Your task
Copy each line that contains the string "grid", taking them from the material.

------------------------------------------------

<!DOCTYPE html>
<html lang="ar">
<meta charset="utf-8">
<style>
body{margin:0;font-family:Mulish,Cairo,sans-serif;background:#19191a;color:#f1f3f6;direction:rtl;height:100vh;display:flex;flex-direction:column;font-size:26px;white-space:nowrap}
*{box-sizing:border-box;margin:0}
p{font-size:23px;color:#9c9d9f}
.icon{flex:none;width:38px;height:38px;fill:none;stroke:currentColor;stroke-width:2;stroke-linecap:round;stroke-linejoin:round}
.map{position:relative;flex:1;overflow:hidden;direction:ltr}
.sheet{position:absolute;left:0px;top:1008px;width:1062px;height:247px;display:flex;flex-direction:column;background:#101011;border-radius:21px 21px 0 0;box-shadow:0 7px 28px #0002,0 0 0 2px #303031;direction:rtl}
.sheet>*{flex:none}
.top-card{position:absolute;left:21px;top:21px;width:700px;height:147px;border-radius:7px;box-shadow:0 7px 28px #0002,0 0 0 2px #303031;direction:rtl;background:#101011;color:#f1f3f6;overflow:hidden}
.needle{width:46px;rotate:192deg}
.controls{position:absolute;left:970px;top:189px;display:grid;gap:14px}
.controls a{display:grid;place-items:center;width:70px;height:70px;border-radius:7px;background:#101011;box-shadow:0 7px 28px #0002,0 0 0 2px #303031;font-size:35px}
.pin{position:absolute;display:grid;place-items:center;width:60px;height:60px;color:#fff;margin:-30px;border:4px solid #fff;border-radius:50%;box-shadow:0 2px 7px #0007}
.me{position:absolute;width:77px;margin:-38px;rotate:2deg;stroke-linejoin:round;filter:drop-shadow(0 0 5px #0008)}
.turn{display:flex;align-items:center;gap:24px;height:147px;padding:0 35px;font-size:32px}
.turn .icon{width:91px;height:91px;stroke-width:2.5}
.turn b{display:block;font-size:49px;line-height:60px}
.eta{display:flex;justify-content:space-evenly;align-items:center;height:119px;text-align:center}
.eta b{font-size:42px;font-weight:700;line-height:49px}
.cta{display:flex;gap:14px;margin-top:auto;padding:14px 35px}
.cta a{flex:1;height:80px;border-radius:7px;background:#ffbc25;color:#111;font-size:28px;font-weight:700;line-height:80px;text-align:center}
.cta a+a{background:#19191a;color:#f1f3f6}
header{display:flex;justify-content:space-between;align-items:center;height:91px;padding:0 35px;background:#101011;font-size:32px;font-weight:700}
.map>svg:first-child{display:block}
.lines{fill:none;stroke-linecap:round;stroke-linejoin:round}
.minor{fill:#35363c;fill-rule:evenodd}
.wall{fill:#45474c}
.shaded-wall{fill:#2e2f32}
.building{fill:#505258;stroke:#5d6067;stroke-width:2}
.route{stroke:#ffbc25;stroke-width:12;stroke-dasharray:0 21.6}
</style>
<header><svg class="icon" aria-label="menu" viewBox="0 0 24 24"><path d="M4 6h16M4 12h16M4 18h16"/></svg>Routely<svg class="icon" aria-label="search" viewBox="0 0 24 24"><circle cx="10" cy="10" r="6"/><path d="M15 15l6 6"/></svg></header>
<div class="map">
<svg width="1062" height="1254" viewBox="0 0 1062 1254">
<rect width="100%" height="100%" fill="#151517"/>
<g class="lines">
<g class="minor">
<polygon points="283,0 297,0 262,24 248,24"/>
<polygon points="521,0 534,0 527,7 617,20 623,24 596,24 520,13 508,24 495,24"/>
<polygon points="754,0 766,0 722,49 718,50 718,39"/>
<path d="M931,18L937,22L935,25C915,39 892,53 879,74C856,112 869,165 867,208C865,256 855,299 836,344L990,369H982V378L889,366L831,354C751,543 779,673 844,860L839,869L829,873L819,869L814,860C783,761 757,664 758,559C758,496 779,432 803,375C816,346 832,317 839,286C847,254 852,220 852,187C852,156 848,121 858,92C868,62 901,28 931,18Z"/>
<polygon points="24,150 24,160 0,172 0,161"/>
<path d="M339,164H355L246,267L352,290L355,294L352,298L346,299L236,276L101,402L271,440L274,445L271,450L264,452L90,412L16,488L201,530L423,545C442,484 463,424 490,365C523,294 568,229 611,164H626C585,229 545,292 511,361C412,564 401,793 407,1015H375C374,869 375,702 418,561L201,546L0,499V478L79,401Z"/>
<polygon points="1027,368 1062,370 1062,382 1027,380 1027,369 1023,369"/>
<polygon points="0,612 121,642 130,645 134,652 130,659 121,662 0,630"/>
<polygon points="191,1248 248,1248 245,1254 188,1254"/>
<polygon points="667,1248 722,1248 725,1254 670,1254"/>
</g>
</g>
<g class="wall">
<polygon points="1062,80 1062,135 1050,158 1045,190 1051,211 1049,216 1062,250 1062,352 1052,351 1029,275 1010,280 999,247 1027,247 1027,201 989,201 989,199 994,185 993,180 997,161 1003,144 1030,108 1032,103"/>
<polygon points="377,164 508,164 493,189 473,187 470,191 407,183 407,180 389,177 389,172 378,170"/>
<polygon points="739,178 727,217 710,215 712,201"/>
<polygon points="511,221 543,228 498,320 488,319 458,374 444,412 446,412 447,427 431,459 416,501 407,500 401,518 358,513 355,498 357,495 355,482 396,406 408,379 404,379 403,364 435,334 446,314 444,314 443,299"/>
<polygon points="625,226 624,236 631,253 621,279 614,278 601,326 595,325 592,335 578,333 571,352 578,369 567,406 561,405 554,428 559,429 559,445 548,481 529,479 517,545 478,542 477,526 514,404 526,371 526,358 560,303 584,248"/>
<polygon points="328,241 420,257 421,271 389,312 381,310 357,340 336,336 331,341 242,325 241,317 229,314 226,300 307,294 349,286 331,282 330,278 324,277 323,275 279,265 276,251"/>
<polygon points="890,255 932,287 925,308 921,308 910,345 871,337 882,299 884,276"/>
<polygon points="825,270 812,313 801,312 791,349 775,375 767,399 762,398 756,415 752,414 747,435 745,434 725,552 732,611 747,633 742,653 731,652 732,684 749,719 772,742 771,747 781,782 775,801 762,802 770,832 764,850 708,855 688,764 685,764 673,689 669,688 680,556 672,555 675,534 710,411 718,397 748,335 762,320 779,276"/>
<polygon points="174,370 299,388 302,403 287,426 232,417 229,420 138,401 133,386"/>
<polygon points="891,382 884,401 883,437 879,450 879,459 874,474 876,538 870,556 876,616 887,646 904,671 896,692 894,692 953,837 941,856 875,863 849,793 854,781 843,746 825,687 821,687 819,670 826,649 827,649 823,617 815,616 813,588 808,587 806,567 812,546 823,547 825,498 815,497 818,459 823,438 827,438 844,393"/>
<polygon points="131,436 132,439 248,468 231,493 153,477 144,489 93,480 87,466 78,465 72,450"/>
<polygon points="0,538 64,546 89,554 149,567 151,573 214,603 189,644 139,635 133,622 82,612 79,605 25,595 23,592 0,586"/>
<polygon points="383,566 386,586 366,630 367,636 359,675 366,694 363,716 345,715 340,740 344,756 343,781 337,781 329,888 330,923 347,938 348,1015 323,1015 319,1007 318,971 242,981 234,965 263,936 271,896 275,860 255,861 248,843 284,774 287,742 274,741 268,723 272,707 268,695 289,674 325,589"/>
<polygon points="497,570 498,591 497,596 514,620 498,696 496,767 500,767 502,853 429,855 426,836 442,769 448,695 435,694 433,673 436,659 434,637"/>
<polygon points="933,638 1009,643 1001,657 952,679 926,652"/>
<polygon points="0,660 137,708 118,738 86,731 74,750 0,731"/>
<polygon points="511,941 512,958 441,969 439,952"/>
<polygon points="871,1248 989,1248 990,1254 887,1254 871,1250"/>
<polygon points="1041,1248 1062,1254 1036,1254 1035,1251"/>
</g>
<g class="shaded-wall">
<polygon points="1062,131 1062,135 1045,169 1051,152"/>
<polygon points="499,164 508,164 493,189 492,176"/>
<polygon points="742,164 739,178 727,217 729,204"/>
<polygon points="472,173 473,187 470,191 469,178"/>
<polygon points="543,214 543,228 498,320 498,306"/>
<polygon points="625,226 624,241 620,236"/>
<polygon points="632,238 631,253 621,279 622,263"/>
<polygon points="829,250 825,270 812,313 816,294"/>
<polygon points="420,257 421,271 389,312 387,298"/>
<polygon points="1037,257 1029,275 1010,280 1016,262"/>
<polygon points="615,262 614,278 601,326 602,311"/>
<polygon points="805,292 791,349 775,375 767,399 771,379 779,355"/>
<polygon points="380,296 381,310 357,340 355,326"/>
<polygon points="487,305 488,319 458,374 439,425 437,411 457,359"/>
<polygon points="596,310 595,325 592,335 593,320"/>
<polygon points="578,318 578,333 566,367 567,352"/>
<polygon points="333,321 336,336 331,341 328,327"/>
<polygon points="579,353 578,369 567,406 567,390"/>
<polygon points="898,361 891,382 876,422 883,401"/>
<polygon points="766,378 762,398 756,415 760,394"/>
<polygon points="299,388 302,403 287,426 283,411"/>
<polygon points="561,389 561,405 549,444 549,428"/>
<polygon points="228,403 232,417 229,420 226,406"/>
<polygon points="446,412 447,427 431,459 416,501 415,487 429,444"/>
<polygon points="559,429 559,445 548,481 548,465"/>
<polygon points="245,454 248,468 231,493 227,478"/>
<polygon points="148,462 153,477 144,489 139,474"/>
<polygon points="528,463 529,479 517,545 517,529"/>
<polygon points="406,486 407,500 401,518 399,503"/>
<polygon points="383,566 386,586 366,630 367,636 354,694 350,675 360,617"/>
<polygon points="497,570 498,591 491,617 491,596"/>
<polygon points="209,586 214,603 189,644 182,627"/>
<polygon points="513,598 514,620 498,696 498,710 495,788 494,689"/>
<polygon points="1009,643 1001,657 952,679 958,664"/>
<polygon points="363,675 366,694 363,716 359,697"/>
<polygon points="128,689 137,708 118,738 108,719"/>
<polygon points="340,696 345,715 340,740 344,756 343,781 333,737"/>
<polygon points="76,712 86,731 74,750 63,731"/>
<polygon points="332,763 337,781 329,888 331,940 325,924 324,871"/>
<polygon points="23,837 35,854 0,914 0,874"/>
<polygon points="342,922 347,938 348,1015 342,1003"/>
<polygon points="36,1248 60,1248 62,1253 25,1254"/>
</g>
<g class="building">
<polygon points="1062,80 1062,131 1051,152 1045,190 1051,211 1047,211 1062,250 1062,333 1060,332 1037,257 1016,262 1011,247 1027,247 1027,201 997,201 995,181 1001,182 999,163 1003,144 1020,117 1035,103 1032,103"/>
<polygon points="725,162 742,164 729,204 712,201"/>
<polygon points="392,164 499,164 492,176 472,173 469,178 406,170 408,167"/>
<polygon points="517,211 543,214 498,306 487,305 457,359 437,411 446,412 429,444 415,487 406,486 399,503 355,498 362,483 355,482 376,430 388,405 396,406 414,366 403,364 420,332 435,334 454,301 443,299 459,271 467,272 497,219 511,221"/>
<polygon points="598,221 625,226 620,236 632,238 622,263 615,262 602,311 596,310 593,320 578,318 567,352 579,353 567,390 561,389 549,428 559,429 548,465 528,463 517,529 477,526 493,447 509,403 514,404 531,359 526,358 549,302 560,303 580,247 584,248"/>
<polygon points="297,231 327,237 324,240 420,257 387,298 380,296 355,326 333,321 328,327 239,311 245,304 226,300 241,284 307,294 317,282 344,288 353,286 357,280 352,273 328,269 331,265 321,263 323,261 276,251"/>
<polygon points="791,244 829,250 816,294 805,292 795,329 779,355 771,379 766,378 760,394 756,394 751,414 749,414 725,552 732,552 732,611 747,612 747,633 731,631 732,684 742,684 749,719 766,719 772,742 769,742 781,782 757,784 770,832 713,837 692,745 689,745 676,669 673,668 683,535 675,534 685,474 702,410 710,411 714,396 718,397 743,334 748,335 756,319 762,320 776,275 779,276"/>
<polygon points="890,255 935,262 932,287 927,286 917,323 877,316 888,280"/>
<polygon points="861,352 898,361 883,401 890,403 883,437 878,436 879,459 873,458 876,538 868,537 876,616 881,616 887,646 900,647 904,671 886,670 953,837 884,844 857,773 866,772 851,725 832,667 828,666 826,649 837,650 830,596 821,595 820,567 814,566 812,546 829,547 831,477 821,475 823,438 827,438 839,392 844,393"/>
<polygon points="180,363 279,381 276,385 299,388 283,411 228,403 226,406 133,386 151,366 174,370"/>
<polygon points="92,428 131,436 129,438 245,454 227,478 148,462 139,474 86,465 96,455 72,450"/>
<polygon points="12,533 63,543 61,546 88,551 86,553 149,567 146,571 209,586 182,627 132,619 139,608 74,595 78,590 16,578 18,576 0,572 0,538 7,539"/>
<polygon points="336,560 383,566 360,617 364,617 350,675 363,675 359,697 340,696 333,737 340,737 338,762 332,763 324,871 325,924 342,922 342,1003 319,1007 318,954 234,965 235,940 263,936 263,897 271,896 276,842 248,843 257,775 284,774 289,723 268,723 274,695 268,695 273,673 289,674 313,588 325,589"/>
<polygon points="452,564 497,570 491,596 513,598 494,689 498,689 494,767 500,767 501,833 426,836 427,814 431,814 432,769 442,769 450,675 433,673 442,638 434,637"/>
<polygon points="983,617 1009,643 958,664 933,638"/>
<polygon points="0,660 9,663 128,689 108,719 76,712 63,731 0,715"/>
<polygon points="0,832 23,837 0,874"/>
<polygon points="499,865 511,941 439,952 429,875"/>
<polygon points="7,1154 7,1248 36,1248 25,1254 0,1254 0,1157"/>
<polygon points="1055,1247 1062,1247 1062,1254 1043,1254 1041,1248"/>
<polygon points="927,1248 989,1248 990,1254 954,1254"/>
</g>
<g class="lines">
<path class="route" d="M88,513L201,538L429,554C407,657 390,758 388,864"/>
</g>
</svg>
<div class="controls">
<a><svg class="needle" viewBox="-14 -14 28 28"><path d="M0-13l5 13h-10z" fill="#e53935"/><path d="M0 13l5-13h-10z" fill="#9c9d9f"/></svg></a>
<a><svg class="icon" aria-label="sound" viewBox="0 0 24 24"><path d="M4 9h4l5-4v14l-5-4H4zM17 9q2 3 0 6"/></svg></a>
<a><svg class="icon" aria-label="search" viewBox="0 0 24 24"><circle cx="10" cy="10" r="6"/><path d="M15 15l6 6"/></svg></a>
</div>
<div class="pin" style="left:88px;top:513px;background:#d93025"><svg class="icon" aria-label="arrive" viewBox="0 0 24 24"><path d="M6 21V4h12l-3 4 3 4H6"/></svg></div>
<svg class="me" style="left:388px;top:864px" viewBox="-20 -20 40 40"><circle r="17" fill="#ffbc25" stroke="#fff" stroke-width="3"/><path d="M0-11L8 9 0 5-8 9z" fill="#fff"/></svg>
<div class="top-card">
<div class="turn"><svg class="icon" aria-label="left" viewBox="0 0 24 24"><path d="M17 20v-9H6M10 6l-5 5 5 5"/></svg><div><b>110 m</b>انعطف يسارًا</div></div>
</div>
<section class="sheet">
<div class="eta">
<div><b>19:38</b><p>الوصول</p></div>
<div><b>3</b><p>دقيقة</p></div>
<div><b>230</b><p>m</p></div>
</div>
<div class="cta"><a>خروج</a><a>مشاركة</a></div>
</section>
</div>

------------------------------------------------

Written response
.controls{position:absolute;left:970px;top:189px;display:grid;gap:14px}
.controls a{display:grid;place-items:center;width:70px;height:70px;border-radius:7px;background:#101011;box-shadow:0 7px 28px #0002,0 0 0 2px #303031;font-size:35px}
.pin{position:absolute;display:grid;place-items:center;width:60px;height:60px;color:#fff;margin:-30px;border:4px solid #fff;border-radius:50%;box-shadow:0 2px 7px #0007}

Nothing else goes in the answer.